### PROVIDED DATA
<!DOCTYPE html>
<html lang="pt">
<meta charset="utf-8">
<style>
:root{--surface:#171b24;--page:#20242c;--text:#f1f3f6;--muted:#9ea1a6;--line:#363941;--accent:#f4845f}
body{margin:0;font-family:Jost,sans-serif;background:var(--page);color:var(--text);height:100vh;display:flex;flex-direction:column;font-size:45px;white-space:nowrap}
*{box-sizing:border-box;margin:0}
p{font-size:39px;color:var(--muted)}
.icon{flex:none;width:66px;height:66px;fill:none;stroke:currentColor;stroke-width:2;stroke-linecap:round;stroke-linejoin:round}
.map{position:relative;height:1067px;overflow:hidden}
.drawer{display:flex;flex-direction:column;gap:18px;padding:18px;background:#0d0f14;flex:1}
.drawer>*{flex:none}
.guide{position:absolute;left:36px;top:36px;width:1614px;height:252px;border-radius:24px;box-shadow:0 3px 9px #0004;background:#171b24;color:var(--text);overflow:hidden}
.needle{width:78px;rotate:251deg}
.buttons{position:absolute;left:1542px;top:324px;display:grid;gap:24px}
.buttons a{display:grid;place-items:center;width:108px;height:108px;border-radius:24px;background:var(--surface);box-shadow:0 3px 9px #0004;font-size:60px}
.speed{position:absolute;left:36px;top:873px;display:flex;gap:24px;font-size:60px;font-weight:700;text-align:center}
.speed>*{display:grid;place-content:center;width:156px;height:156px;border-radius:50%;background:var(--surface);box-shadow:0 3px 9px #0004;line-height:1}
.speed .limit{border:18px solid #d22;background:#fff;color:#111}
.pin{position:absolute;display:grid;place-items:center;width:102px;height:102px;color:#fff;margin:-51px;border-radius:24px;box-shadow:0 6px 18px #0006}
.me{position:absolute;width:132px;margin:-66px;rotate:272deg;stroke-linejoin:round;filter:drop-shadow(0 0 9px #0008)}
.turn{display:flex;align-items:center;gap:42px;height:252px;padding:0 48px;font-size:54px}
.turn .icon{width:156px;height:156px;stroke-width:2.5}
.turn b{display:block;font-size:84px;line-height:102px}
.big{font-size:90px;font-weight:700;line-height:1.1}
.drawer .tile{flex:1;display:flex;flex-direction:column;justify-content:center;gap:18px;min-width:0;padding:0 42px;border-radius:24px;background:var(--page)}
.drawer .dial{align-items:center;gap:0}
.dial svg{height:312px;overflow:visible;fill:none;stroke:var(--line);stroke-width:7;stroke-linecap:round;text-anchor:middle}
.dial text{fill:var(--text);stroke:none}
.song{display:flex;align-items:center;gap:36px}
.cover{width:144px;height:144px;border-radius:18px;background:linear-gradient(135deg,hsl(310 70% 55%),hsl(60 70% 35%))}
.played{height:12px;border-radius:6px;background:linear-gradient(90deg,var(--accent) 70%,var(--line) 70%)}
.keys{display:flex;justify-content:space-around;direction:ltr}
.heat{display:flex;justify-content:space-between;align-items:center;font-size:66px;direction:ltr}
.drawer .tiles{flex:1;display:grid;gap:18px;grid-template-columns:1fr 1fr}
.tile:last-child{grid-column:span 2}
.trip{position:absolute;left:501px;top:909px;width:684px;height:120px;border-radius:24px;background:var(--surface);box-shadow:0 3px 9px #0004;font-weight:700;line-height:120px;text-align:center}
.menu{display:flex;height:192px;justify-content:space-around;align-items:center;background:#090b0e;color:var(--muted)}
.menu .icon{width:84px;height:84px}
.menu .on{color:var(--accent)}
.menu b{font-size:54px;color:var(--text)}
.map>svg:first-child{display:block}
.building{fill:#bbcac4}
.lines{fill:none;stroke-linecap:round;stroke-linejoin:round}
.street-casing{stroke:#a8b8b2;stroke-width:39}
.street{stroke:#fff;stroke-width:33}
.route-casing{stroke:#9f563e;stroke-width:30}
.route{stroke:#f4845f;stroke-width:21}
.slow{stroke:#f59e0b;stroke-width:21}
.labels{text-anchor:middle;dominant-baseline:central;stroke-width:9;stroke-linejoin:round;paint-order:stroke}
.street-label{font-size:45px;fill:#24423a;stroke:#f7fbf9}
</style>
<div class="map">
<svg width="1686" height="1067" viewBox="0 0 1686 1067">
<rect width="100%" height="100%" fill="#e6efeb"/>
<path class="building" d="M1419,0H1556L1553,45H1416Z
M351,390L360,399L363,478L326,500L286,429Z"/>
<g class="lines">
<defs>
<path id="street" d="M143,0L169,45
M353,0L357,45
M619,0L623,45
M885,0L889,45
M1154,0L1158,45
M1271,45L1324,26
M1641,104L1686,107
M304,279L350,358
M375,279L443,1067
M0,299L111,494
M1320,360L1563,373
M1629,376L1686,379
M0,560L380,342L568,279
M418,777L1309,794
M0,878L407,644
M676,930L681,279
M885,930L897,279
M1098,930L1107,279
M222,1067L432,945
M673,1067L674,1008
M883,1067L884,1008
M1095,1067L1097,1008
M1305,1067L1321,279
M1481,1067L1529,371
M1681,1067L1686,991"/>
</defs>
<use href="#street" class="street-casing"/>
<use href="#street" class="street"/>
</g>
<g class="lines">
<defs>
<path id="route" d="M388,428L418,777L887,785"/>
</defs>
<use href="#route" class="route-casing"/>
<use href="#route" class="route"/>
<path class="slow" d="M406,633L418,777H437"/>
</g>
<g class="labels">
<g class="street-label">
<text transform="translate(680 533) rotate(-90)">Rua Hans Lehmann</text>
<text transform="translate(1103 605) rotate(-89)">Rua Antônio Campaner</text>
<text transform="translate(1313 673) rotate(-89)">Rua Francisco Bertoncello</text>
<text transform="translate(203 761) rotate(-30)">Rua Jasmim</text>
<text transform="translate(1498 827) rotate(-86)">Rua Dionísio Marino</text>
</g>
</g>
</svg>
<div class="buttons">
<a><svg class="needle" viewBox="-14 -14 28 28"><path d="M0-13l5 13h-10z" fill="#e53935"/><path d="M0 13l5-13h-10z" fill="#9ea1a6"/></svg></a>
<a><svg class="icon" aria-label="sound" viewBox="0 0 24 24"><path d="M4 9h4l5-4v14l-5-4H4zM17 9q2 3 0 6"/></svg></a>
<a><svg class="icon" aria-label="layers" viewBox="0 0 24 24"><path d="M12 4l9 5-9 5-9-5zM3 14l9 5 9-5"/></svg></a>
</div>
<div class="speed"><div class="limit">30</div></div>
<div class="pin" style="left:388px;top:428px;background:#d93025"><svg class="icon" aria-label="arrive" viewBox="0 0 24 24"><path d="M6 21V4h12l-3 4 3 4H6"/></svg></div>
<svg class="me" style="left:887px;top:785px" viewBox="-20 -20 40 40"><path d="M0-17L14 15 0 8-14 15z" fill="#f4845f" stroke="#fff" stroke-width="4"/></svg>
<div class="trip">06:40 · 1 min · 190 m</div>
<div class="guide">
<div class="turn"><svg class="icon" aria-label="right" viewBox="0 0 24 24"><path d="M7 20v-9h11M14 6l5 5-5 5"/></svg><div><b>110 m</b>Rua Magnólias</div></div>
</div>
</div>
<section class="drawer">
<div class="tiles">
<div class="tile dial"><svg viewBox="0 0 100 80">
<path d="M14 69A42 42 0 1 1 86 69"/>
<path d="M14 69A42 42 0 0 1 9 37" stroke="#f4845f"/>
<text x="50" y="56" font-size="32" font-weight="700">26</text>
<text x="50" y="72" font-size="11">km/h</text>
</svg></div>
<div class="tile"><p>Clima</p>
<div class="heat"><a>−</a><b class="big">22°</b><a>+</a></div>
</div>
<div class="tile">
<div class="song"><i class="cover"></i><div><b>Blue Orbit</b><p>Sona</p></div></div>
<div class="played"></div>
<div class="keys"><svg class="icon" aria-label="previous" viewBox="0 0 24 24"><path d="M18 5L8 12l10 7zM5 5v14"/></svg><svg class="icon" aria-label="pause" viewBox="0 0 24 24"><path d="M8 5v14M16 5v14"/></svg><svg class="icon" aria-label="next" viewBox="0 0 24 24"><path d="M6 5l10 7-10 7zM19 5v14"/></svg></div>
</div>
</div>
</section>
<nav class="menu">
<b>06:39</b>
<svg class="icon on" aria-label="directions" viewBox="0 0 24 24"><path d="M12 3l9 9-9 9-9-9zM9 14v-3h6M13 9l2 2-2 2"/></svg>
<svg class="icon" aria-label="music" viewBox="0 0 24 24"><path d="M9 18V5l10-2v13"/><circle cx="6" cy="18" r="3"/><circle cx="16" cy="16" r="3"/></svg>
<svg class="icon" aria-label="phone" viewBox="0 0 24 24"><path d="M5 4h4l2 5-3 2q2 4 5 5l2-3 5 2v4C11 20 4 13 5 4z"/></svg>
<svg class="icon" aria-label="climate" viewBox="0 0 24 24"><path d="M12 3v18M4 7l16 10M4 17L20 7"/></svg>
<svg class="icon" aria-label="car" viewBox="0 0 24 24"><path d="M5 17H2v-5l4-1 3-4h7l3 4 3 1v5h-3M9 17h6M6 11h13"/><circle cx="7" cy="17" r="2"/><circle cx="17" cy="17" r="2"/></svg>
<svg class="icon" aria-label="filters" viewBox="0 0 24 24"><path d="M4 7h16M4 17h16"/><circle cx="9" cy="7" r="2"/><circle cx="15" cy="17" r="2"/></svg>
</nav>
==
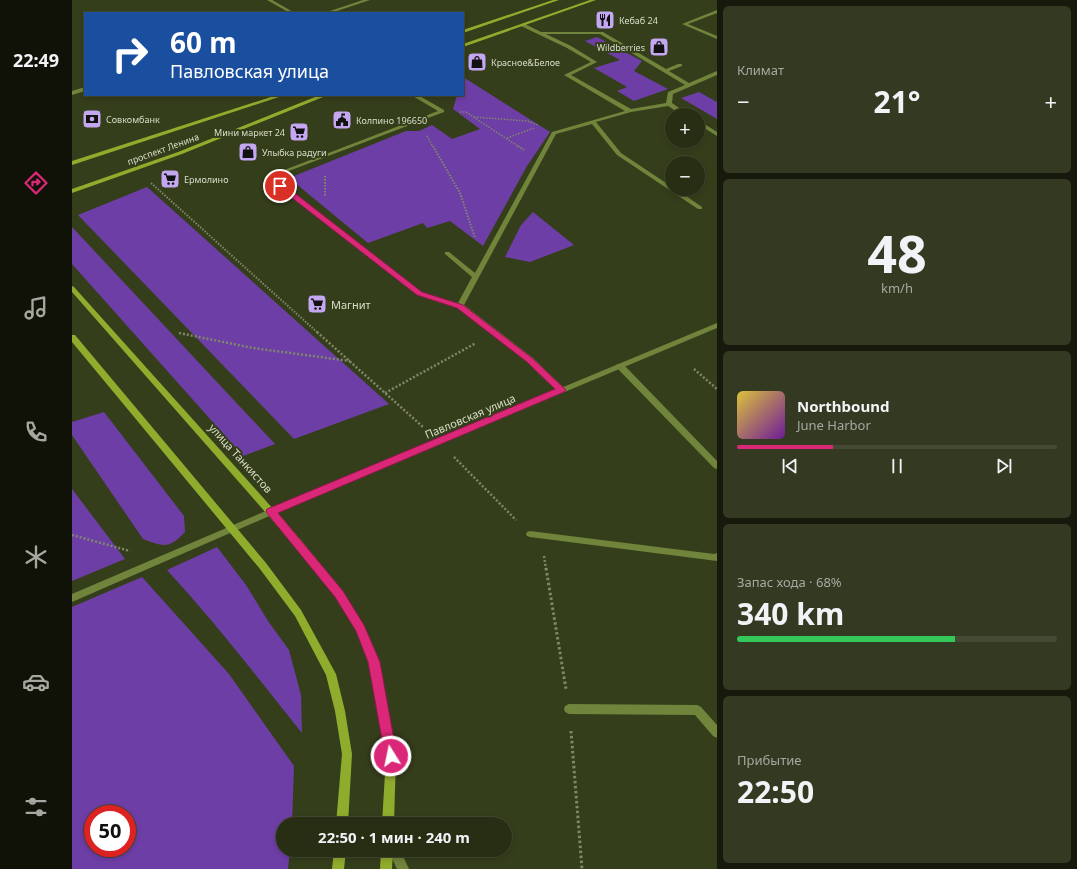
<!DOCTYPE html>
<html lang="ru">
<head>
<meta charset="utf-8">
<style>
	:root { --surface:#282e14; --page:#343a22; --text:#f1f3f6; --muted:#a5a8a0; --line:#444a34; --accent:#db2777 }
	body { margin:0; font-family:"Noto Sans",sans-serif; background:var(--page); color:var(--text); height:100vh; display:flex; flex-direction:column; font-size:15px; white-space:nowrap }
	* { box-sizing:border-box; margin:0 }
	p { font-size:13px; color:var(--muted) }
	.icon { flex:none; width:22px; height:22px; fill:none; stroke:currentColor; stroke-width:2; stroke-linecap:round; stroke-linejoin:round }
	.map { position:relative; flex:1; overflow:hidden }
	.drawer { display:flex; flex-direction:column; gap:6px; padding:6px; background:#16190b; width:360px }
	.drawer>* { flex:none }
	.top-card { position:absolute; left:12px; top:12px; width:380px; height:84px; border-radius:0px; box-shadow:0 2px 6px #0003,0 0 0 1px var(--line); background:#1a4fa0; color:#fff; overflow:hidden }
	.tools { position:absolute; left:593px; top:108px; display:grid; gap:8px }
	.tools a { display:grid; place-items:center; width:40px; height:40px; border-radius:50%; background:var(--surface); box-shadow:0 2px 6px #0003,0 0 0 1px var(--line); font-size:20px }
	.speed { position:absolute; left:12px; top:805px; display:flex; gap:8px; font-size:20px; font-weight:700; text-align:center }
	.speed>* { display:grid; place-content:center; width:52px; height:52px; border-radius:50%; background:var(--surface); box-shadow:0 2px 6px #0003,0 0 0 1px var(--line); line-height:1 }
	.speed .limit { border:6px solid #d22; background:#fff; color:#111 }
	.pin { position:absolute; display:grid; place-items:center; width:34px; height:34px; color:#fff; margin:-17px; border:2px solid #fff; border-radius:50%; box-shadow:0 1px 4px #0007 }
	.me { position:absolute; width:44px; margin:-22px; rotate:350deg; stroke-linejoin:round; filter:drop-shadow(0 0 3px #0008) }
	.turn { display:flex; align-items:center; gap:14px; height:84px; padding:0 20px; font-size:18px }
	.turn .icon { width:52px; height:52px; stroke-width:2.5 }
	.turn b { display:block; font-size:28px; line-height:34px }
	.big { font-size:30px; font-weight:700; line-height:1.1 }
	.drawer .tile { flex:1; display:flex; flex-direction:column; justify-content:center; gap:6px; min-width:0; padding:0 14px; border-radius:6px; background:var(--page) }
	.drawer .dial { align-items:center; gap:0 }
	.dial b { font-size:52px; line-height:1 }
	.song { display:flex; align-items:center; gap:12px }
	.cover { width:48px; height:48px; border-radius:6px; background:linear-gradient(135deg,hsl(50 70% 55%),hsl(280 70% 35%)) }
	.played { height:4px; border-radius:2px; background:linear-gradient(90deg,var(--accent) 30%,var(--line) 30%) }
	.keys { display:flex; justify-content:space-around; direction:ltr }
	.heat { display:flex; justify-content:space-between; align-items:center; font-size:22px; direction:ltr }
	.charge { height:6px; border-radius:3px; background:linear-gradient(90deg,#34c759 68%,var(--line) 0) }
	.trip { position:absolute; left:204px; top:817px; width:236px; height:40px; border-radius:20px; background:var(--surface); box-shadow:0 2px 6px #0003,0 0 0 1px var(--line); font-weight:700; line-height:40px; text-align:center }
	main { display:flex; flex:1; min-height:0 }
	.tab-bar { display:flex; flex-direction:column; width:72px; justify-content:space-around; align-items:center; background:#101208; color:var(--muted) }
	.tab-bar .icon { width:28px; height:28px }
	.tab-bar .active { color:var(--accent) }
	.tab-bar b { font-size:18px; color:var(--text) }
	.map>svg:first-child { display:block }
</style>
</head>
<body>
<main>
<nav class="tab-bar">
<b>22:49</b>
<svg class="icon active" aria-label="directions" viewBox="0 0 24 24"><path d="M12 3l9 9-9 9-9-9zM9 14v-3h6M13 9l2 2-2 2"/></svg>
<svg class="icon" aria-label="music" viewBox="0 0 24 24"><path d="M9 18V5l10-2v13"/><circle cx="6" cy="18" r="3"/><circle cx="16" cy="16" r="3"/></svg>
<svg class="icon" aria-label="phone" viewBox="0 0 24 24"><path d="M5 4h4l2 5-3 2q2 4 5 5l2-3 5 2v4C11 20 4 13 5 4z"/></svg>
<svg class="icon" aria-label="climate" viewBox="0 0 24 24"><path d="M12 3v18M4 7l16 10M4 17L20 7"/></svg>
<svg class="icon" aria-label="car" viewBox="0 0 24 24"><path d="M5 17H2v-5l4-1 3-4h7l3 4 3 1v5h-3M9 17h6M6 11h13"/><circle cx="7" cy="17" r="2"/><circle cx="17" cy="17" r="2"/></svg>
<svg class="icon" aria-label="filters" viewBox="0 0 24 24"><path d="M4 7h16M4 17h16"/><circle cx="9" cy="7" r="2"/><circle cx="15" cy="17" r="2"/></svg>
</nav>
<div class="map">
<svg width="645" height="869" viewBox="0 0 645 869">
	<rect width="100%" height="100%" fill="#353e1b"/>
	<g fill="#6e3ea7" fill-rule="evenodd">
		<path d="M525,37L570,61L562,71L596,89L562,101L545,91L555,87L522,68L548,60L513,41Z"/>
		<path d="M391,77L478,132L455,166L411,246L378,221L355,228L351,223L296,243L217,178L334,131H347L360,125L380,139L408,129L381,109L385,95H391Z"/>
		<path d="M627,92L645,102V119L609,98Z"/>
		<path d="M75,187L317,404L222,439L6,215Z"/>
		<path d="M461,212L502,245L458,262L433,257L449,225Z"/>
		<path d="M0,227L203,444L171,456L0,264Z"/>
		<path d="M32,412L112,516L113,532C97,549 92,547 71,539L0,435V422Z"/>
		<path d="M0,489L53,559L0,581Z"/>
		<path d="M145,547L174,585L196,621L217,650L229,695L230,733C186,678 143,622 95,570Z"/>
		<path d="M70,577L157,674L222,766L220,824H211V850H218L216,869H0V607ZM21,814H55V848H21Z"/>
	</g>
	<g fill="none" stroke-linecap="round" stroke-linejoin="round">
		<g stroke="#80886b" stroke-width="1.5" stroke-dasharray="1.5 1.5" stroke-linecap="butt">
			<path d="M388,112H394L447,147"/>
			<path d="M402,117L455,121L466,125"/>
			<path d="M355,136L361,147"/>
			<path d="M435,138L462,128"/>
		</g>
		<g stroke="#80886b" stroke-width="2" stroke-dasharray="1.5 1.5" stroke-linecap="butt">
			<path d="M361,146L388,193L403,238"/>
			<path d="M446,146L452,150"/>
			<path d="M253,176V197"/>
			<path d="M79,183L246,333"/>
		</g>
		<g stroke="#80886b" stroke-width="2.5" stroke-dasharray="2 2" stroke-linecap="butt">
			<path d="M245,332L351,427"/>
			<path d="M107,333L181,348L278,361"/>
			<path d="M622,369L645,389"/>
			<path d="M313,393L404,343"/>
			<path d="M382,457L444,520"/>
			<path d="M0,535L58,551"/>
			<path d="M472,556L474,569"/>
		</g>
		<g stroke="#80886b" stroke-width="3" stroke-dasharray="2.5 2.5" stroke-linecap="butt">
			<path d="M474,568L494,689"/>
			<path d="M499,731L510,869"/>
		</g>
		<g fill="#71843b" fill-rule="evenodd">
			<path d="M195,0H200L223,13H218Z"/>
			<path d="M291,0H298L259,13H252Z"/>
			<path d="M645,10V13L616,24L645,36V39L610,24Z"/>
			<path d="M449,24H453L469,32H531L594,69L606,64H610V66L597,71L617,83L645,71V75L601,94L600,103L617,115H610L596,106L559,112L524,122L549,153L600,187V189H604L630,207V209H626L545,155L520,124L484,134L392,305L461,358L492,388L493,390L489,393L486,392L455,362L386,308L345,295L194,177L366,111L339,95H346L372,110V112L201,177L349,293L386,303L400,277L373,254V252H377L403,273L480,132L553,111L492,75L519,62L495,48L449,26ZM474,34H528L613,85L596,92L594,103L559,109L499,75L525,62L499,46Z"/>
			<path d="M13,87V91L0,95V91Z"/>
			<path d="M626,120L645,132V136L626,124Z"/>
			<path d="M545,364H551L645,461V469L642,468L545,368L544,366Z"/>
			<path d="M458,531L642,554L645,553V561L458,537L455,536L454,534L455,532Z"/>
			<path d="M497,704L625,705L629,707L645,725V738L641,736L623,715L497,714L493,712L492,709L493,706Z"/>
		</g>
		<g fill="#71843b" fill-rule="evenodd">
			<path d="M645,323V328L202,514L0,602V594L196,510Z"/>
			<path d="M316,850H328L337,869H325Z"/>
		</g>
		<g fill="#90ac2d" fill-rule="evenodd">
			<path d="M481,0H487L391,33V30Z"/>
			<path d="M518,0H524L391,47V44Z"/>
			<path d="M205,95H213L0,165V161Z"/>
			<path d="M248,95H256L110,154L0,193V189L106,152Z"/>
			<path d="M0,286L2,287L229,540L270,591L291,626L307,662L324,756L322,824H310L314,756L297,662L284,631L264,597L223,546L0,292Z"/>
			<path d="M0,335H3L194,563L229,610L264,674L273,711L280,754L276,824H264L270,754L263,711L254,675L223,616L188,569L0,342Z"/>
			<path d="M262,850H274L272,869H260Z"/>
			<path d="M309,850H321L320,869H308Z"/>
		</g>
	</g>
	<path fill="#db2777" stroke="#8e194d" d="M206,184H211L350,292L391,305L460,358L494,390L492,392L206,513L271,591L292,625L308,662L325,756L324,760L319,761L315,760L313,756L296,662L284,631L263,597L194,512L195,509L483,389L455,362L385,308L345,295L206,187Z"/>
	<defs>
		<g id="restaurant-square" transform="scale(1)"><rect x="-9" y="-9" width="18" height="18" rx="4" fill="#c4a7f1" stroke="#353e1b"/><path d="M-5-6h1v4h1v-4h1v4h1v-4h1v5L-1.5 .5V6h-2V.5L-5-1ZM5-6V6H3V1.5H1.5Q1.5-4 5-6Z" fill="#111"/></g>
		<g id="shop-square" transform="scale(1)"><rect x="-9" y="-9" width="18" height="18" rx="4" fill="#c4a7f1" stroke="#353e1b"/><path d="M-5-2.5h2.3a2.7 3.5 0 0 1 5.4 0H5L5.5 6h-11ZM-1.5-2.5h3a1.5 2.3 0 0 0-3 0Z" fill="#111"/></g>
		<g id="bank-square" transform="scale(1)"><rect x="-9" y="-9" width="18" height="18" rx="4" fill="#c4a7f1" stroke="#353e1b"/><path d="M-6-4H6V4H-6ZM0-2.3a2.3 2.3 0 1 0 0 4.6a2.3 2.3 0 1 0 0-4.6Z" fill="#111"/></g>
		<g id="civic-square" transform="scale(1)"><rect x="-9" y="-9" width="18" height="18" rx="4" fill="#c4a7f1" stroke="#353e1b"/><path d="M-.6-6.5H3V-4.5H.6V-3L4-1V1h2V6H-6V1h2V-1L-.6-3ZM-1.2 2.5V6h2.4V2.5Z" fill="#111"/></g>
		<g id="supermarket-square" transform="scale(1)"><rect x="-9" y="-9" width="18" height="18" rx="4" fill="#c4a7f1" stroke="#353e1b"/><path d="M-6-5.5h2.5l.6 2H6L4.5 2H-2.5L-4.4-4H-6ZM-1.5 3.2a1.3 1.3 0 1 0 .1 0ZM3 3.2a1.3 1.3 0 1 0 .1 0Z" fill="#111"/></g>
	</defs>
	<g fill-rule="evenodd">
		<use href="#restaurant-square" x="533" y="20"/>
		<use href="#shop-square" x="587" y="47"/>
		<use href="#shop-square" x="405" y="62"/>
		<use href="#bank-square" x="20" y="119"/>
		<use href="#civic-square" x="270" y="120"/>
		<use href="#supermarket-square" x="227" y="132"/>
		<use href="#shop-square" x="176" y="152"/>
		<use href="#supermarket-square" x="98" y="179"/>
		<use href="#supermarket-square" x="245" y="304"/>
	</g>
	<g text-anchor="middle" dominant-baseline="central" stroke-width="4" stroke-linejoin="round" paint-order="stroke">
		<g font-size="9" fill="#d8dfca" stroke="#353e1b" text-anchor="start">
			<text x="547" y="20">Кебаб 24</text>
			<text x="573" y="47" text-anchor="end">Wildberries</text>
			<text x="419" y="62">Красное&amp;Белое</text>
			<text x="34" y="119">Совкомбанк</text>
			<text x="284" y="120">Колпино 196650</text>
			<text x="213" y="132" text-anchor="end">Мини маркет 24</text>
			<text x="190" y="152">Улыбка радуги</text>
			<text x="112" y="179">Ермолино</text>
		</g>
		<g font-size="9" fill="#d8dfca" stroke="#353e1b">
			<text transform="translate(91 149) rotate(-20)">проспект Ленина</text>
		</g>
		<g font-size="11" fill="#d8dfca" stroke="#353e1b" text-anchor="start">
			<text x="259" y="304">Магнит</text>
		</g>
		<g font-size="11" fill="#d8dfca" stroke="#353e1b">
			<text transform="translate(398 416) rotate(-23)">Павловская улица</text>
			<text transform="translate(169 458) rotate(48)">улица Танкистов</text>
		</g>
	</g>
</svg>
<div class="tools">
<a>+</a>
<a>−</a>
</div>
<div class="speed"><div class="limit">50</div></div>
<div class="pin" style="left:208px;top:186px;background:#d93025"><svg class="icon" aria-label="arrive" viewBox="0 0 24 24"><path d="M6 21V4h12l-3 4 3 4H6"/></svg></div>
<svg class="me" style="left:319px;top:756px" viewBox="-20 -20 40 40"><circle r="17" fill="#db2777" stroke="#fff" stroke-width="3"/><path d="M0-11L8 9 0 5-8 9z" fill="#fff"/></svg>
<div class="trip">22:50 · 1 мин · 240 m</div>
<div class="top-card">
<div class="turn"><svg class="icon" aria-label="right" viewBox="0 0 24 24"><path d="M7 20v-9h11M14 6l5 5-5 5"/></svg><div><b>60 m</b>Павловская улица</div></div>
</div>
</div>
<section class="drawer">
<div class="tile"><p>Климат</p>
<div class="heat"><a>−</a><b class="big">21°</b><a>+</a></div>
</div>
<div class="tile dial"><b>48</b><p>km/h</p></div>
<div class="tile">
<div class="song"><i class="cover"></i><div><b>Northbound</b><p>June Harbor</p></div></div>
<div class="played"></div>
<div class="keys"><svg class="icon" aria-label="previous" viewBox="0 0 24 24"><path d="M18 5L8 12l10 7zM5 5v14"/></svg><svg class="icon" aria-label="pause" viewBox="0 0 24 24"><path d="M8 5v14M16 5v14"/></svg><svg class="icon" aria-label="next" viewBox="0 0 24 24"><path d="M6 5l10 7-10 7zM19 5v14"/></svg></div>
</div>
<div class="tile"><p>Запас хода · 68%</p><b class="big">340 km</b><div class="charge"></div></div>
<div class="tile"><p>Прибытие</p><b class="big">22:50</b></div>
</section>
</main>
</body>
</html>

### REQUIREMENT
For the string "currentColor", give the number of lines in the records that contain it and nothing besides.

### EXERCISE OUTPUT
2